D. Clara
Descendo
a serra entre Jaçanã e Melão, interior do Rio Grande do Norte, encontro d.
Clara, antiga louceira já beirando os
noventa anos, a quem minha avó Rita Pereira chamava Quilara. Encontro Quilara com
o seu conhecido vestido floral e o cajado de pau de vassoura. O carro passa lento
pela velhinha dando tempo de pensar uma crônica envolvendo a devota de Cícero, pois a conheci no caminho de
Juazeiro, em 2011, quando seguia romaria com outros penitentes, entre os quais
chamava a atenção pelo vestido, pela idade e a perseverança em fazer a viagem mais
uma vez, pois repetia a tradição deixada pelos pais, em companhia dos quais
visitou o santuário até eles não poderem mais.
Daquela
vez, as flores e o tecido de seu vestido perturbaram a minha imaginação até
reencontrá-la dois anos depois, ainda mais velha, com a mesma estampa e o pau
de vassoura como bengala. Num instante, surgiu inteira a crônica, que não tem a
ver com Quilara, mas com o seu
vestido de malha estampada e a história dos panos de algodão, este, que vestia
homens, mulheres e crianças, além de cobrir a mobília da casa, e que hoje é
trocado por malhas baratas vindas da
China.
Resisto
ao desejo massificado das compras de malhas a preço irrisório e vulgarizado por
interesses de mercado, quando vejo as ruas tomadas por molambos. Passemos, pois, os olhos pelas lojas e calçadas das
pequenas cidades às dos grandes centros, nestas, aonde sacoleiras de todos os
recantos vão à cata de artigos ordinários, e vamos nos deparar com uma praga de
longos e calças listradas, blusas, saias, cangas de estampas e colorido ridículo,
cujas costuras e tingimento vão se desmanchar com a primeira lavagem.
Não
encontro outra definição para esta aculturação escancarada senão ausência de raiz de povo, cuja fraqueza troca
valores regionais por valores regionais de outros povos que não se desfazem
facilmente dos seus.

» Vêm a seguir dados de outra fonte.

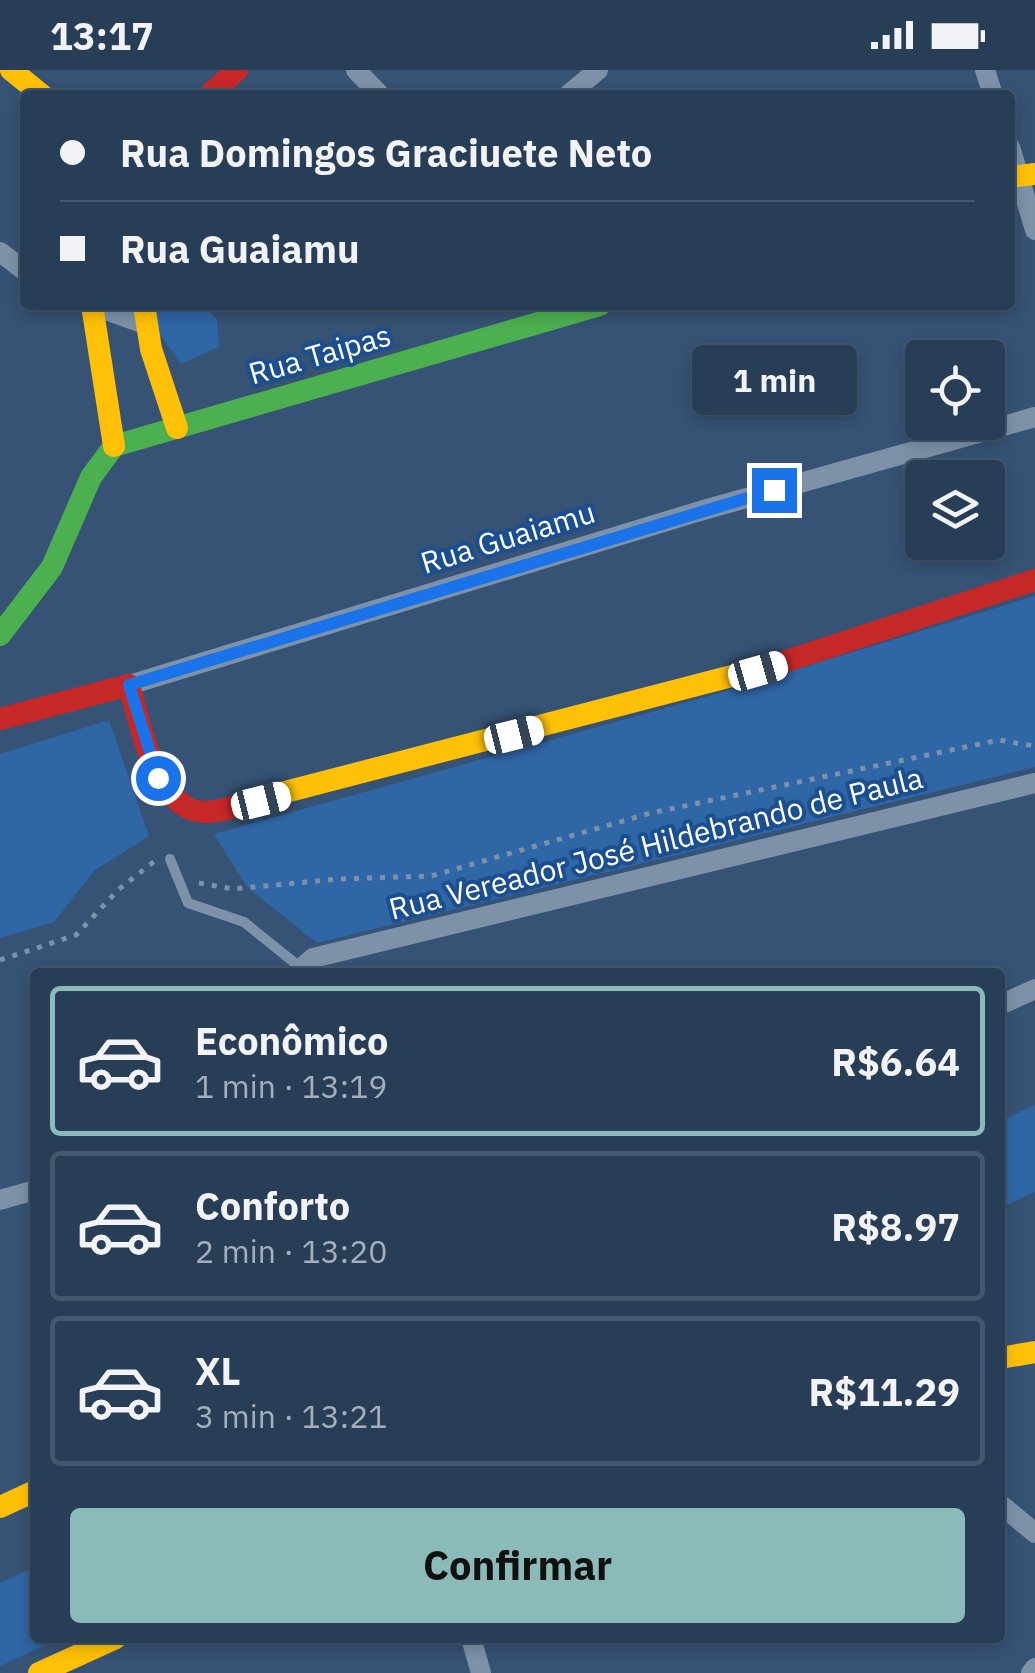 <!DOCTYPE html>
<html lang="pt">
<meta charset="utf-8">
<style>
body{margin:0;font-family:"IBM Plex Sans",sans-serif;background:#344961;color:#f1f3f6;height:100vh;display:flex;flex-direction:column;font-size:38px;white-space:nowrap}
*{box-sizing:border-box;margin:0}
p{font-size:32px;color:#a5aeba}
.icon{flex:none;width:55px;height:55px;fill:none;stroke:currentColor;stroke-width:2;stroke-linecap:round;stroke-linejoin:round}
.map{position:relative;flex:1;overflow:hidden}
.sheet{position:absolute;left:30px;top:898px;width:975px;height:675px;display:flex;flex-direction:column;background:#283e57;border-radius:10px;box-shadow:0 5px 15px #0003,0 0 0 2px #44576d}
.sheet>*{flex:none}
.guide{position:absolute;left:20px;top:20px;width:995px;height:220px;border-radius:10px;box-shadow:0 5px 15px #0003,0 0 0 2px #44576d;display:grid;align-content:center;height:220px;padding:0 40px;background:#283e57}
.controls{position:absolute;left:905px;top:270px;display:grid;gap:20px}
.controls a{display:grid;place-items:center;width:100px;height:100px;border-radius:10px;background:#283e57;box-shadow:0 5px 15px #0003,0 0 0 2px #44576d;font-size:50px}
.end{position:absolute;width:45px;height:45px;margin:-22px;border:12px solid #1a73e8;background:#fff;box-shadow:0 0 0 5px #fff}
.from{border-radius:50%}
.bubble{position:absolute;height:70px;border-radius:10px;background:#283e57;box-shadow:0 5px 15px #0003,0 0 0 2px #44576d;font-size:32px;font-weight:700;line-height:70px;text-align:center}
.car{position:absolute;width:30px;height:60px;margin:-30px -15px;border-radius:12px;box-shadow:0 0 8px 2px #0007;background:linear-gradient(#fff 24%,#345 0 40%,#fff 0 76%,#345 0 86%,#fff 0)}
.guide b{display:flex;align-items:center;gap:35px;height:95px;font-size:38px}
.guide b+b{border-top:2px solid #44576d}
.guide i{width:25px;height:25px;background:#f1f3f6}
ul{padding:18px 0 0;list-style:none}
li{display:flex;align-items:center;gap:30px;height:150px;margin:0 20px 15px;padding:0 20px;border:5px solid #44576d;border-radius:10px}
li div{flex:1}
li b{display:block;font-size:38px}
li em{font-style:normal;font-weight:700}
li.active{border-color:#8bbbb9}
li>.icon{width:90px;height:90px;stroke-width:1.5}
.primary-button{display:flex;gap:20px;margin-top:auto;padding:20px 40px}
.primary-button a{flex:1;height:115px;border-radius:10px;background:#8bbbb9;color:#111;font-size:40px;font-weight:700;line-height:115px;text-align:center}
.status{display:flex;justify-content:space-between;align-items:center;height:70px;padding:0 50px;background:#283e57;direction:ltr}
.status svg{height:28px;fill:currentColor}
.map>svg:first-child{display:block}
</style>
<div class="status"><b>13:17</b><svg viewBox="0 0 49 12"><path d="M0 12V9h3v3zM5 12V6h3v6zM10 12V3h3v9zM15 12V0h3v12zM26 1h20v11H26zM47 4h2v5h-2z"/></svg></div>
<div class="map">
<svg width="1035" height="1603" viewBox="0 0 1035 1603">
<rect width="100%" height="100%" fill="#365274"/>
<path fill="#2f66a5" d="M153,235h51l13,15 2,27 -38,17 -31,-44z
M1035,526v171l-718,176 -70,-56 -33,-53 506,-141z
M109,650l40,116 -55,35 -40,51 -54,16v-184z
M1035,1035v87l-35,16v-87z
M35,1497v71h27l-62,28v-83z"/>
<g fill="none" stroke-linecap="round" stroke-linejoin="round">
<path stroke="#7d92a8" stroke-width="5" stroke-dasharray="5 8" stroke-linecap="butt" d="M199,813l34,6 105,-10 93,-3 220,-63 348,-73 36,6
M0,890l76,-25 42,-45 38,-30"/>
<path stroke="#7d92a8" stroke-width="10" d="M170,789l18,44 56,19 57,46"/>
<path stroke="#7d92a8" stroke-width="20" d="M356,0l24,25
M985,0l8,25
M568,25l30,-25
M1010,77l25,83
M0,182l25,19
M92,235l53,19
M129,615l571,-174 335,-94
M297,902l16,-14 722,-175
M1000,935l35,-16
M0,1130l35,-10
M1000,1434l35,29
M471,1568l10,35
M1031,1603l4,-5"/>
<path stroke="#4caf50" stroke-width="22" d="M0,565l52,-68 39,-90 23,-31 486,-141"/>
<path stroke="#ffc107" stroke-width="22" d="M11,0l31,25
M1010,107l25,-3
M92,235l22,141
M144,235l7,44 26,79
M266,727l508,-132
M1000,1288l35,-6
M0,1437l35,-16
M39,1603l77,-35"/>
<path stroke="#c62828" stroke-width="22" d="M209,25l28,-25
M774,595l261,-85
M0,649l129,-34c10,35 27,128 76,127 19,0 43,-10 61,-15"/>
</g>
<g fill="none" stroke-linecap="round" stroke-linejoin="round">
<path stroke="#1a73e8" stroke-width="12" d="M158,708l-29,-93 645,-195"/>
</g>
<g text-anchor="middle" stroke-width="8" stroke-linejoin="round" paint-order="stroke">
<g font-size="30" fill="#fff" stroke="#1b4f8f">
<text transform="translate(320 285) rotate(-16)" y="10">Rua Taipas</text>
<text transform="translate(508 468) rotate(-17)" y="10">Rua Guaiamu</text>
<text transform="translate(656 774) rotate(-14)" y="10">Rua Vereador José Hildebrando de Paula</text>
</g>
</g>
</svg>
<div class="controls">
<a><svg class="icon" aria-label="locate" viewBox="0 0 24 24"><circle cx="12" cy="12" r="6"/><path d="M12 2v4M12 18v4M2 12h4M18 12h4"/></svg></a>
<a><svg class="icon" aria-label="layers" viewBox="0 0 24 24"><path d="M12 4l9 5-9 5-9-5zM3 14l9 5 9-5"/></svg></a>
</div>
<i class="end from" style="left:158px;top:708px"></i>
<i class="end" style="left:774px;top:420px"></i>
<div class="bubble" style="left:692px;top:275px;width:165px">1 min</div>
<i class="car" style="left:758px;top:601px;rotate:74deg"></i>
<i class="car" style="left:514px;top:665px;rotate:76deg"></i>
<i class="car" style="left:261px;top:731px;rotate:76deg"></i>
<div class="guide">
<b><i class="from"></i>Rua Domingos Graciuete Neto</b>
<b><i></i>Rua Guaiamu</b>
</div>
<section class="sheet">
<ul>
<li class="active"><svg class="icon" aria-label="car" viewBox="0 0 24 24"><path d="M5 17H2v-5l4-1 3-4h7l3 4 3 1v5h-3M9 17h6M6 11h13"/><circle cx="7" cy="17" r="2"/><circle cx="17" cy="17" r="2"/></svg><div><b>Econômico</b><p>1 min · 13:19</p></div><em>R$6.64</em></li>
<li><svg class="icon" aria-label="car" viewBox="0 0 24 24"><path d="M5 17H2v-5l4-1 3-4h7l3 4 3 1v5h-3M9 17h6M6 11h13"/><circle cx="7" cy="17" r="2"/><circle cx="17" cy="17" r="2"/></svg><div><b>Conforto</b><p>2 min · 13:20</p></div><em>R$8.97</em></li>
<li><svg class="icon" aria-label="car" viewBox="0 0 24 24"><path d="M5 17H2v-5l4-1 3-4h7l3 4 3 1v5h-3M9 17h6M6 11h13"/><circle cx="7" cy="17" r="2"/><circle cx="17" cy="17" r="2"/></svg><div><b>XL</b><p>3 min · 13:21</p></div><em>R$11.29</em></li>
</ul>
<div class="primary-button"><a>Confirmar</a></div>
</section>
</div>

Mastigando esses pensamentos rabugentos, lembrei do
fedorento e quente volta ao mundo, tecido
sintético importado dos Estados Unidos, entre as décadas de 1960 e 1970, época
de seca, desemprego e fome por aqui, e consumido maciçamente por nós nordestinos,
não só pelo preço baixo, mas também como algo revolucionário uma vez que o
ferro de passar, ainda à brasa, era aposentado junto com as anáguas e a goma,
que dava às roupas a impressão de volume e vincos perfeitos às calças de linho
dos homens.
Mas
o volta ao mundo, cujo nome
representava textura flexível, sem dobras nem amasso capaz de dar uma volta em
redor do universo e continuar tão liso quanto antes, substituía o tecido
adequado ao clima tropical, que é o algodão. Paradoxalmente, nas mesmas
décadas, passava-se a consumir outro produto largamente em moda na América do
Norte, o jeans, cujos fios ainda são produzidos em parques industriais de
países periféricos, inclusive o
Brasil estando entre os grandes produtores mundiais.
Voltando
a Quilara, descubro enfim o porquê da
forte impressão que a louceira me causou com o seu vestido floral. Não foi a
sua libertação dos incômodos do ferro de brasa nem a facilidade com que encontrou
o artigo a preço de banana (?) na feira. O que chamou a minha atenção naquelas
flores sobre o tecido mole, foi a memória da menina que ia à missa no domingo e
ficava olhando os vestidos novos de algodão com a sua atemporalidade, uma vez
que o tempo ainda era domínio dos homens e de suas ferramentas rudimentares. E
foi no reencontro com Quilara
descendo a serra, que se estendeu à minha frente um jardim de lembranças de um
tempo de saias com pregas até o tornozelo, casacos de manga três quartos, lenço
ou mantilha na cabeça, calças e paletós de casimira ou linho feitos sob medida
pelo alfaiate, e um campo branco de capulhos que, nas fábricas e depois no
interior das casas e dos corpos – com as suas calçolas e ceroulas –, se
transformariam em flores de todos os tamanhos e matizes.
O
vestido de Quilara, excluído dessa
visão onírica da infância, representava apenas uma época em que somos levados a
unir os interesses mercadológicos da acessibilidade,
consumo e preço baixo. O cuidado com a textura, com a estampa adequada à
ocasião, o estilo campesino com seus saiotes franzidos e casacos ajustados à
cintura, ficaram para trás com o esquecimento
do algodão e a diferenciação de jovens e adultos por meio dos usos.